When we travel downward into the core of older branches, we begin to recall the deeper predecessors to the primacy inheritance of broken trust. We begin to see the inheritance has been with us long before the primacy experience. We find conditioning from our childhood through betrayals seemingly committed by our caregivers and our nurturers, those who we attached our survival to and depended on. As a foundation for dependence, it was necessary to make believe that those care givers who were not trustworthy, were. Protection from the truth that your care giver or nurturer is unfit to give care raises feelings of loneliness, helplessness, and powerlessness, feelings which as a child, can often be confused with imminent death or destruction. In essence, we learn to tolerate betrayal by telling ourselves that there is none.
Progress deeper into the trunk and we find our own self betrayal, the co-creative force for all other betrayals to become. Self betrayal occurs cyclically as its emergence is realized through the return from each attempt to escape it. There is no escaping self betrayal. It will continue on perpetually as a disability unless it is brought into conscious awareness, healed, and released. We habitually betray our sense of self when we seek distraction from our true discomfort surrounding our sources of approval. The perpetual cycle is maintained by looking outside of ourselves for foundational support, love, and acceptance. The foundation for betrayal of self is to not depend upon one's self. Thus, in a sense, the self is abandoned. This abandonment sets up the perpetual return to self betrayal by manifesting itself through the actions of others who betray us, though in this form it is easier to blame another rather than to realize that the betrayal is the manifestation of a personal choice. The repetitious experience of betrayal in our lives arises purely to face betrayal so that we may learn to depend on ourselves for comfort, support, soothing, and self love. The fear of betrayal in a sense is the fear of our own choice. Its possible, before birth, we may have chose parents who were unfit to provide the love and support needed for optimal development specifically so that we may face the lesson of self betrayal carried over from a past life.
Earth Betrayal
At the deepest root, underneath our sense of self, we progress into our energetic body where the inheritance is stored in our DNA. The trauma of betrayals accumulated through the choices and conditions of our ancestors resides in us before our sense of and understanding of self is born. Whispers of our tolerance for betrayal comes from here, deeply embedded into our energetic fabric, the basis of our physical form. Even deeper than the feelings of betrayal attached to others are the feelings of betrayal attached to the Earth and the environment. Through the past sinking of continents, volcanic eruptions, earthquakes, droughts, tsunamis, floods, animal attacks, the moments of collective passing through which a fear is ignited by a volatile or devastating event, a lashing out of the world upon us that results in the taking of our lives, our deepest fear is born. Such a trauma may be stored as a break, a pain, a betrayal, in the mentally contrived interpretation of ourselves through reincarnation.
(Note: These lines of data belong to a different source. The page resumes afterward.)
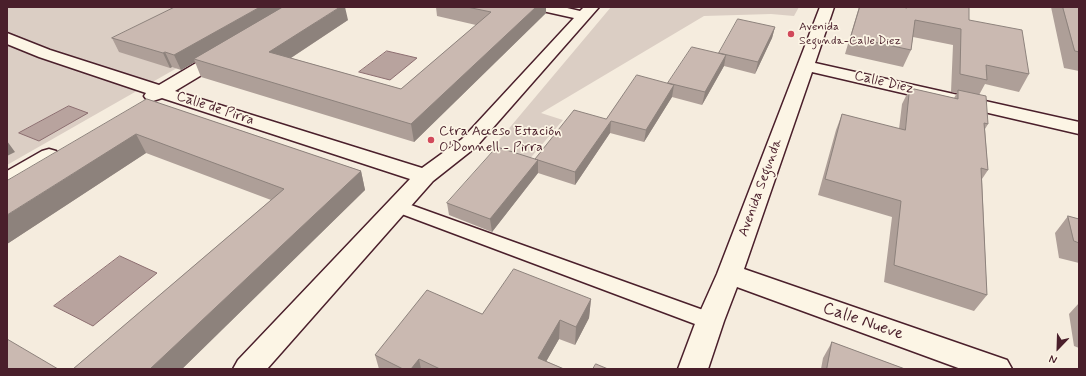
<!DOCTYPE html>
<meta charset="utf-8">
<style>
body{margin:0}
#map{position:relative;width:1086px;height:376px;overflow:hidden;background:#f5ecde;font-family:Mynerve,sans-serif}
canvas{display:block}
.frame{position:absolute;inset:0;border:8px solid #4a1f2b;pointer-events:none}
.north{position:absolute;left:1038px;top:328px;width:40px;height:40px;-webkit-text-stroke:3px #fcf5e5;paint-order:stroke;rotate:203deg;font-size:11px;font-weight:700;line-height:16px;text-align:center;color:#4a1f2b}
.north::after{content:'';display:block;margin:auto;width:14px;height:18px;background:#4a1f2b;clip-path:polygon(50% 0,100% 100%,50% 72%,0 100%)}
</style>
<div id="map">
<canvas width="1086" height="376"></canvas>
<div class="frame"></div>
<div class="north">N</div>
</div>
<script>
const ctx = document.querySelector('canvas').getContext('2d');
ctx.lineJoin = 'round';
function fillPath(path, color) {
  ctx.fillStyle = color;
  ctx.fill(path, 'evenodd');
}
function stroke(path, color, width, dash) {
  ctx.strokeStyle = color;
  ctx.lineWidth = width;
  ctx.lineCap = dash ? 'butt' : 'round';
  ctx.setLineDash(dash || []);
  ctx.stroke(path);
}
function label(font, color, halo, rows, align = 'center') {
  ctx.font = font + ' Mynerve,sans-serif';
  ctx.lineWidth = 3.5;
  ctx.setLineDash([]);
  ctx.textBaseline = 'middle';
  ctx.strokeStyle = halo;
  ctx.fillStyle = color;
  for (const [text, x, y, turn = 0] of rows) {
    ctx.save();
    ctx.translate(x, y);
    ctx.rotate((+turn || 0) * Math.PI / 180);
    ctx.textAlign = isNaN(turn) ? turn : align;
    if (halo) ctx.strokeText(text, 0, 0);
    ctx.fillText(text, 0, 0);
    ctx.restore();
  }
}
const green = new Path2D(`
 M7 7H284L7 165Z
 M611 7H799L794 16 771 14 704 16 541 113 563 120 527 162 490 151Z`);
const water = new Path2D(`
 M387 51 417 58 390 80 359 72Z
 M69 106 88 113 39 141 19 133Z
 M120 256 157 273 93 326 54 306Z`);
const pedestrian = new Path2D(`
 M397 200 717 315 721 321 717 327 710 330 703 327 391 210 388 206 391 202Z`);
const minor = new Path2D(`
 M536 7H563L580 11 584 7H599L476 147 433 181 267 369H233L238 360 410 179 162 98 153 101 147 100 144 96 146 93 39 57 7 44V33L50 50 159 85 218 50 224 49 230 50 232 54 230 58 175 91 422 168 462 139 574 18 538 10Z
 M820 7H834L815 63 1079 122V134L812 72 744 269 1007 360 1012 369H961L737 287 724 321 708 369H678L696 321 717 274Z
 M49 149 56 151 59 156 56 161 15 185 7 187V171L42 151Z`);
const wall = new Path2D(`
 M436 7H546V13L414 142 201 77 195 62 181 70 172 67 170 68 119 52 112 38 348 20 291 58 401 89 476 25 437 16Z
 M859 7H969V20L1029 74 1019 92 985 84 979 95 988 124 985 129 988 170 982 179 987 295 974 311 884 282 892 217 818 195 836 130 842 114 899 129 902 104 910 88 954 98 957 93 951 92 953 45 913 37 911 50 903 67 845 54Z
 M1051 7H1079V71L1064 68Z
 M775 27 772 38 755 74 724 66 702 105 672 97 644 142 610 133 575 185 538 173 492 232 449 215 447 203 535 159 606 119 719 53Z
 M147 99 361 171 365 190 182 369H73L271 200 146 153 7 244Z
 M1068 216 1079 219V263L1059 258 1055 233Z
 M591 299 589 318 575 345 559 339 546 361 564 369H379L375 355 482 314Z
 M1079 303V348L1074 346 1069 314Z
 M832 342 905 369H821L823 358Z`);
const shadedWall = new Path2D(`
 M260 7H289L194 59 195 62 181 70 174 55Z
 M340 7H345L348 20 274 69 269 52Z
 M536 7H546V13L414 142 411 124Z
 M775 27 772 38 755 74 758 62Z
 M165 52 172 67 170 68 163 53Z
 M726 55 724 66 702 105 705 92Z
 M674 85 672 97 644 142 646 130Z
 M611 121 610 133 575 185V172Z
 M136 134 146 153 7 244V215Z
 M7 141 15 152 7 156Z
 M538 160V173L492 232 490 219Z
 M361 171 365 190 182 369H150Z
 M591 299 589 318 575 345 576 327Z
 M560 320 559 339 542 369 538 358Z
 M419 359 421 369H411Z`);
const building = new Path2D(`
 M175 7H260L174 55 165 52 163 53 112 38Z
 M283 7H340L269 52 401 89 491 12 467 7H536L411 124 194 59Z
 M860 7H902L907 8V7H969V20L1022 30 1029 74 986 65 987 80 960 74 961 29 915 20 911 50 851 37Z
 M1063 7H1079V52L1075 51Z
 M738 19 775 27 758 62 719 53Z
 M692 47 726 55 705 92 668 83Z
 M637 75 674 85 646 130 611 121 575 172 535 159 574 110 606 119Z
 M910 88 958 99V90L986 96 988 124 984 123 988 170 981 168 987 295 894 265 901 201 825 179 842 114 905 130Z
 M147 99 361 171 150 369H73L284 189 136 134 7 215V181Z
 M497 147 538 160 490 219 447 203Z
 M1068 216 1079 219V243L1074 241Z
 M514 269 591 299 576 327 560 320 538 358 564 369H440L419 359 411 369H403L375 355 427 290 482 314Z
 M7 339 58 369H7Z
 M832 342 905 369H827Z
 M596 364 608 369H593Z`);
const markers = [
 [791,34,4,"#d1495b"],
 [431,140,4,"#d1495b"]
];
const farPoinames = [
 ["Avenida",799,27],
 ["Segunda-Calle Diez",799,41]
];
const streetNames = [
 ["Calle Diez",884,83,13],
 ["Calle de Pirra",215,109,18],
 ["Avenida Segunda",761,188,-70]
];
const poiNames = [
 ["Ctra Acceso Estación",439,132],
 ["O'Donnell - Pirra",439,148]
];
const nearStreetnames = [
 ["Calle Nueve",863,322,19]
];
fillPath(green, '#dbcec4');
fillPath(water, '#b8a39e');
stroke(water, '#8c6e70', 1);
stroke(pedestrian, '#4a1f2b', 3);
stroke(minor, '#4a1f2b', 3);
fillPath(pedestrian, '#fcf5e5');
fillPath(minor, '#fcf5e5');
fillPath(wall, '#ae9f98');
fillPath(shadedWall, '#8d827c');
fillPath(building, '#cab9b1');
stroke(building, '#8d827c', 1);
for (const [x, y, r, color] of markers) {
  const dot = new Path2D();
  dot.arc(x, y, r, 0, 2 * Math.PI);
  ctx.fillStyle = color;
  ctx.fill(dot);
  stroke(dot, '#fcf5e5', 1.5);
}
label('12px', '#4a1f2b', '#fcf5e5', farPoinames, 'left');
label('14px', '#4a1f2b', '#fcf5e5', streetNames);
label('14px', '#4a1f2b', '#fcf5e5', poiNames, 'left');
label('17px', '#4a1f2b', '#fcf5e5', nearStreetnames);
</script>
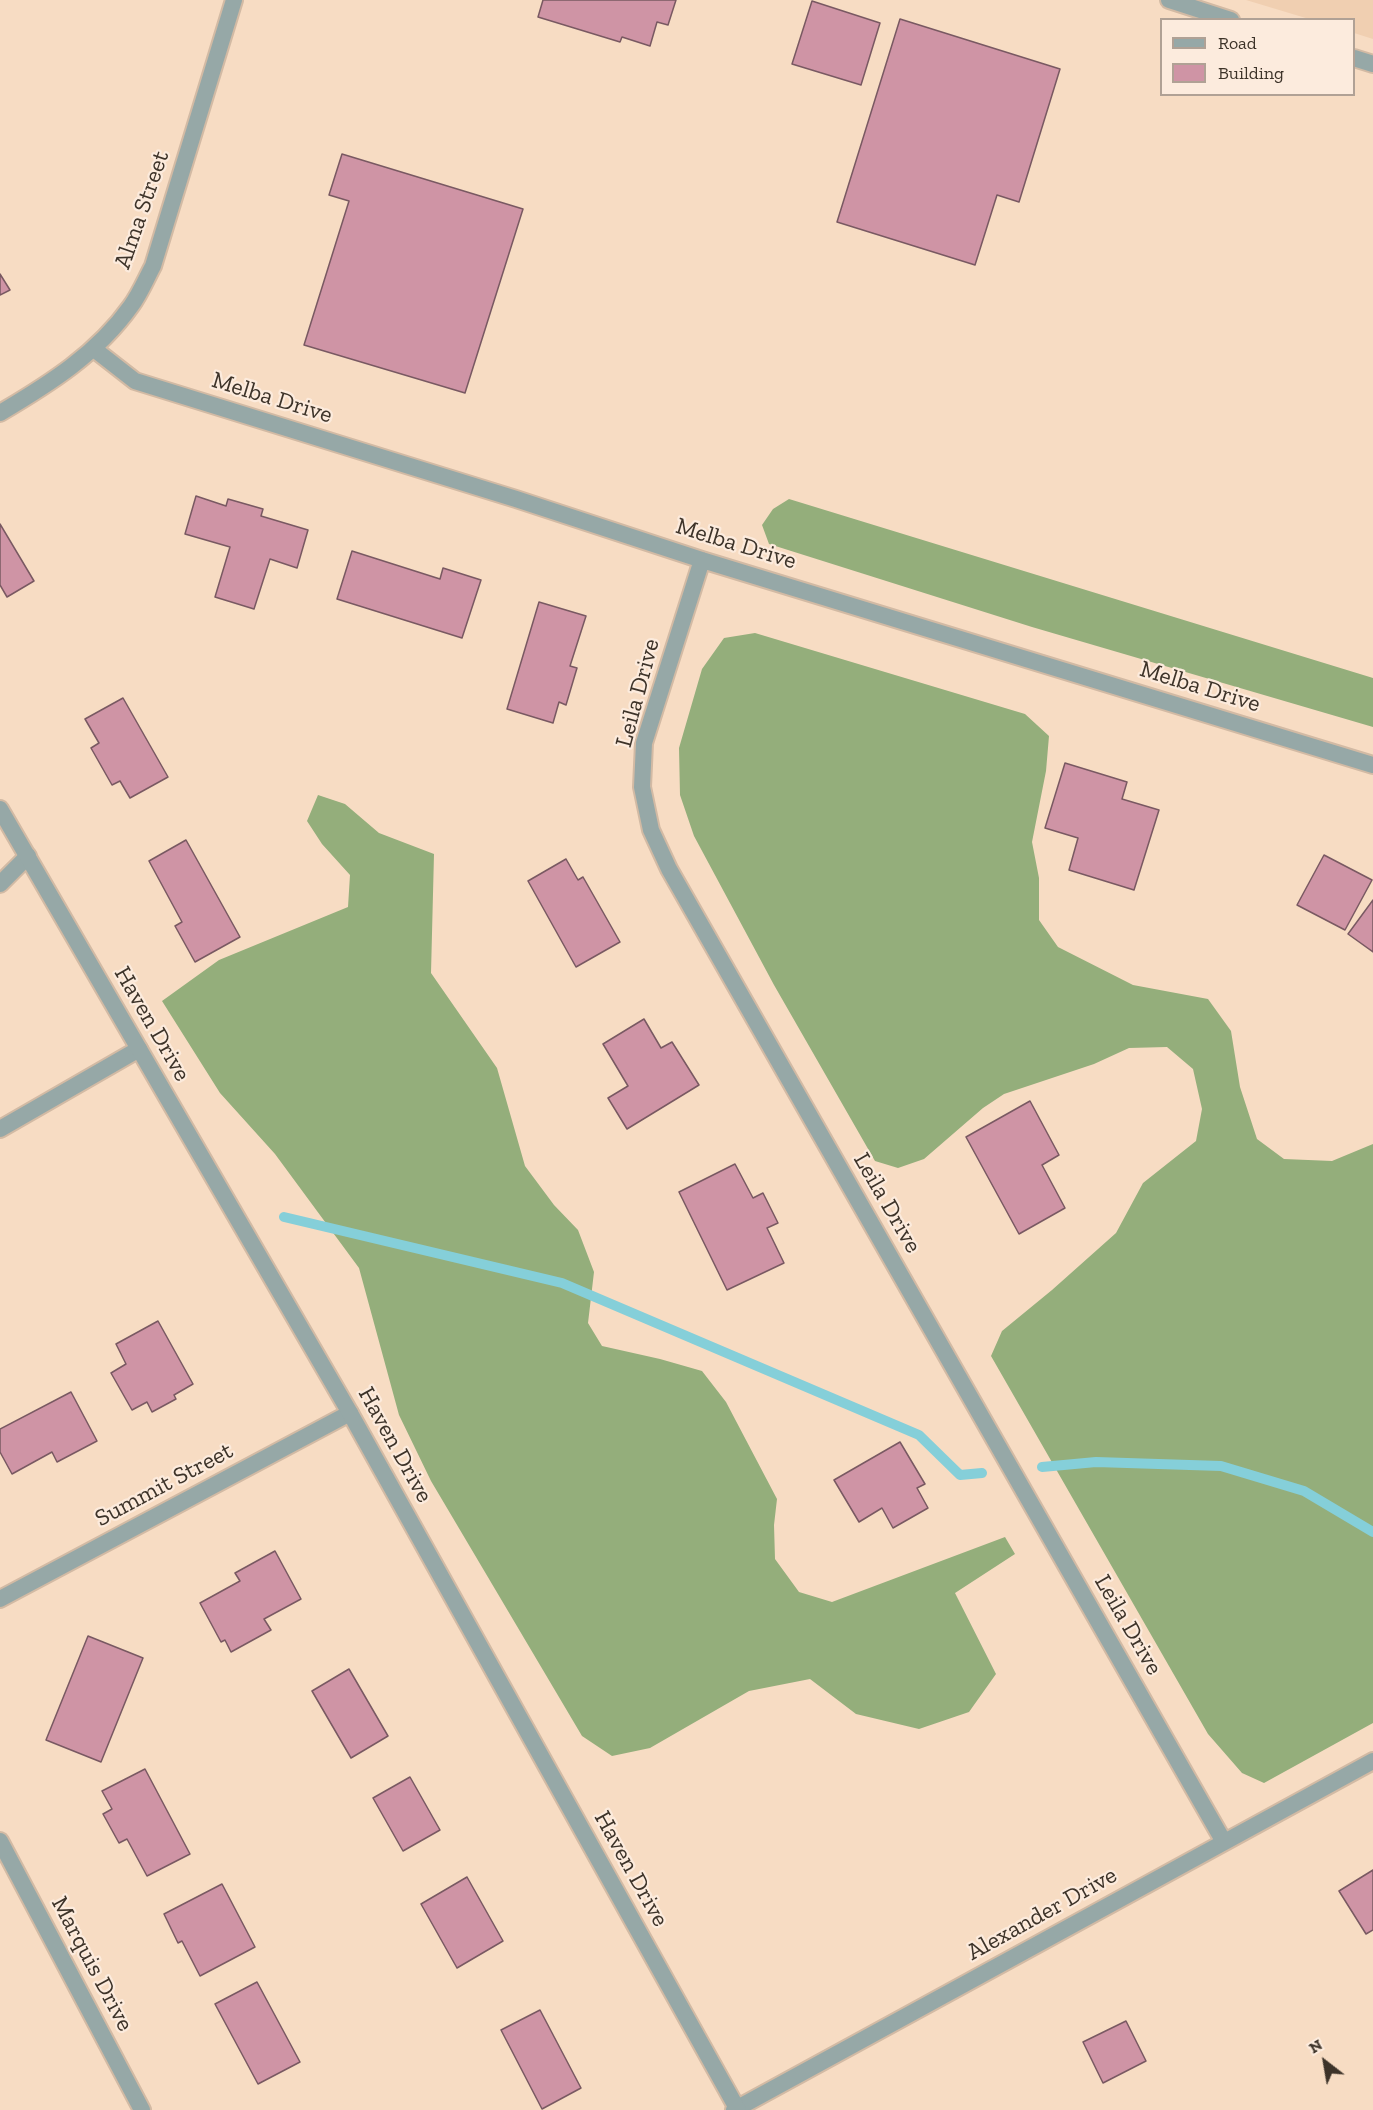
<!DOCTYPE html>
<style>
body{margin:0}
#map{position:relative;width:1373px;height:2110px;overflow:hidden;background:#f7dcc3;font-family:"Zilla Slab",serif}
canvas{display:block}
.legend{position:absolute;left:1160px;top:18px;width:195px;height:78px;box-sizing:border-box;background:#fcebdd;border:2px solid #b0a195;margin:0;padding:8px 10px;list-style:none;font-size:18px;color:#3d3329}
.legend li{display:flex;align-items:center;gap:12px;height:30px}
.legend b{width:30px;border:2px solid #b0a195}
.north{position:absolute;left:1295px;top:2032px;width:60px;height:60px;-webkit-text-stroke:4px #fcebdd;paint-order:stroke;rotate:329deg;font-size:16px;font-weight:700;line-height:24px;text-align:center;color:#3d3329}
.north::after{content:'';display:block;margin:auto;width:21px;height:27px;background:#3d3329;clip-path:polygon(50% 0,100% 100%,50% 72%,0 100%)}
</style>
<div id="map">
<canvas width="1373" height="2110"></canvas>
<ul class="legend">
<li><b style="height:8px;background:#96a8a7"></b>Road</li>
<li><b style="height:16px;background:#cf94a5"></b>Building</li>
</ul>
<div class="north">N</div>
</div>
<script>
const c = document.querySelector('canvas').getContext('2d');
c.lineJoin = 'round';
function paint(path, color) {
  c.fillStyle = color;
  c.fill(path, 'evenodd');
}
function trace(path, color, width, dash) {
  c.strokeStyle = color;
  c.lineWidth = width;
  c.lineCap = dash ? 'butt' : 'round';
  c.setLineDash(dash || []);
  c.stroke(path);
}
function drawText(font, color, halo, rows, align = 'center') {
  c.font = font + ' "Zilla Slab",serif';
  c.lineWidth = 4.5;
  c.setLineDash([]);
  c.textBaseline = 'middle';
  c.strokeStyle = halo;
  c.fillStyle = color;
  for (const [text, x, y, turn = 0] of rows) {
    c.save();
    c.translate(x, y);
    c.rotate((+turn || 0) * Math.PI / 180);
    c.textAlign = isNaN(turn) ? turn : align;
    if (halo) c.strokeText(text, 0, 0);
    c.fillText(text, 0, 0);
    c.restore();
  }
}
paint(new Path2D(`
 M1246 0H1373V39L1354 33V20L1309 19Z`), '#f0cfb1');
paint(new Path2D(`
 M789 499 1373 678V727L1032 627 769 544 762 525 773 509Z
 M755 633 1025 714 1049 736 1046 771 1032 842 1039 878V920L1058 947 1133 985 1208 999 1231 1031 1240 1087 1257 1139 1284 1159 1332 1161 1373 1144V1723L1264 1783 1242 1773 1208 1734 991 1356 1002 1331 1052 1290 1116 1233 1143 1183 1196 1141 1202 1109 1193 1069 1167 1047 1129 1048 1094 1064 1004 1094 983 1108 924 1159 898 1168 875 1161 774 985 694 836 680 795 679 748 702 669 724 638Z
 M318 795 345 804 379 833 434 854 431 973 497 1068 525 1166 554 1205 578 1230 594 1272 588 1323 602 1346 660 1359 702 1371 726 1402 777 1499 774 1525 775 1559 799 1592 832 1602 1005 1537 1015 1554 955 1593 996 1674 969 1712 919 1729 856 1714 810 1679 749 1691 650 1748 612 1756 582 1736 431 1481 399 1415 359 1268 275 1154 220 1093 162 1001 219 960 348 907 350 875 322 844 307 821Z`), '#94ae7b');
trace(new Path2D(`
 M284 1217 562 1283 919 1435 960 1475 982 1473
 M1042 1467 1096 1462 1221 1466 1304 1491 1373 1532`), '#85cfd9', 10);
const building = new Path2D(`
 M543 0H676L668 25 657 22 650 46 622 37 620 42 538 17Z
 M812 1 880 23 861 85 792 64Z
 M900 19 1060 69 1019 202 997 195 975 265 837 222Z
 M342 154 523 209 465 393 304 345 349 201 329 195Z
 M0 274 10 290 0 295Z
 M196 496 226 506 228 499 263 509 261 516 308 530 297 568 270 559 254 609 215 597 230 547 185 534Z
 M0 524 34 581 7 597 0 585Z
 M352 551 440 579 443 568 481 580 462 638 337 599Z
 M539 602 586 616 570 666 577 668 566 705 559 702 553 723 507 709Z
 M123 698 168 777 130 798 120 781 112 785 91 748 99 743 85 719Z
 M1065 763 1127 782 1122 799 1159 810 1134 890 1069 870 1078 838 1045 828Z
 M186 840 240 937 195 962 175 926 182 922 149 861Z
 M1324 855 1372 880 1345 930 1297 905Z
 M566 859 578 880 583 877 620 942 576 967 528 881Z
 M1373 900V952L1348 934Z
 M644 1019 661 1048 672 1042 699 1085 627 1129 608 1098 628 1086 603 1044Z
 M1030 1101 1059 1155 1042 1165 1065 1208 1019 1234 966 1137Z
 M735 1164 753 1198 763 1193 778 1223 767 1228 784 1263 727 1290 679 1192Z
 M158 1321 193 1384 174 1395 176 1399 152 1412 147 1402 132 1410 111 1373 126 1364 116 1344Z
 M71 1392 97 1441 57 1462 52 1452 12 1474 0 1452V1429Z
 M900 1442 925 1484 917 1488 928 1508 893 1528 882 1508 859 1522 834 1480Z
 M275 1551 301 1599 264 1619 271 1630 231 1652 225 1640 221 1642 200 1603 240 1581 235 1573Z
 M88 1636 143 1658 101 1762 46 1740Z
 M349 1669 388 1736 351 1758 312 1691Z
 M145 1769 190 1854 147 1876 127 1839 119 1843 103 1814 112 1809 102 1791Z
 M410 1777 440 1830 403 1851 373 1798Z
 M1373 1870V1930L1366 1934 1339 1891Z
 M467 1877 503 1941 457 1968 421 1904Z
 M222 1884 255 1947 200 1976 182 1941 178 1943 164 1914Z
 M257 1982 300 2062 258 2084 215 2004Z
 M540 2010 581 2088 542 2109 501 2030Z
 M1126 2021 1146 2061 1103 2083 1083 2042Z`);
paint(building, '#cf94a5');
trace(building, '#795962', 1.5);
const service = new Path2D(`
 M0 884 28 856
 M0 1129 139 1049`);
const minor = new Path2D(`
 M1169 0 1231 20
 M1354 58 1373 64
 M94 349 135 381 516 499 702 560 1373 765
 M0 413C49 384 97 354 131 306 140 294 146 279 153 266L234 0
 M702 560 644 743 642 787 651 830 669 869 1224 1842
 M0 1599 350 1413
 M0 1841 142 2110
 M734 2110 1373 1761`);
const tertiary = new Path2D(`
 M0 809 350 1413 738 2110`);
trace(service, '#d2baa4', 20);
trace(minor, '#d2baa4', 20);
trace(tertiary, '#d2baa4', 20);
trace(service, '#96a8a7', 16);
trace(minor, '#96a8a7', 16);
trace(tertiary, '#96a8a7', 16);
drawText('24px', '#3d3329', '#fcebdd', [
 ["Alma Street",142,210,-71],
 ["Melba Drive",272,398,17],
 ["Melba Drive",736,544,17],
 ["Melba Drive",1200,687,17],
 ["Leila Drive",638,693,-75],
 ["Haven Drive",152,1024,60],
 ["Leila Drive",887,1203,60],
 ["Haven Drive",395,1445,61],
 ["Summit Street",164,1485,-28],
 ["Leila Drive",1128,1625,60],
 ["Haven Drive",631,1869,61],
 ["Alexander Drive",1042,1914,-29],
 ["Marquis Drive",92,1964,62]
]);
</script>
If we are not in high enough consciousness to acquiesce gracefully to such a change as death, the loss of life from such a passing could stimulate inherent distrust for the world in which we live. Through this lens, the trauma is seemingly committed by the Mother of all mothers, the Earth. Conversely, the inherent creation of this relationship with Earth is literally a "survival mode" in which we feel separate, as if we must fight to survive, rather than "let", to allow ourselves to flow in and out of physical form. This very creation of survival mode is the foundation from which we build the capacity to betray, abandon others and ourselves for the sake of self interest or perceived survival, and violate trust for the illusory sense of protection from the potential of feeling pain.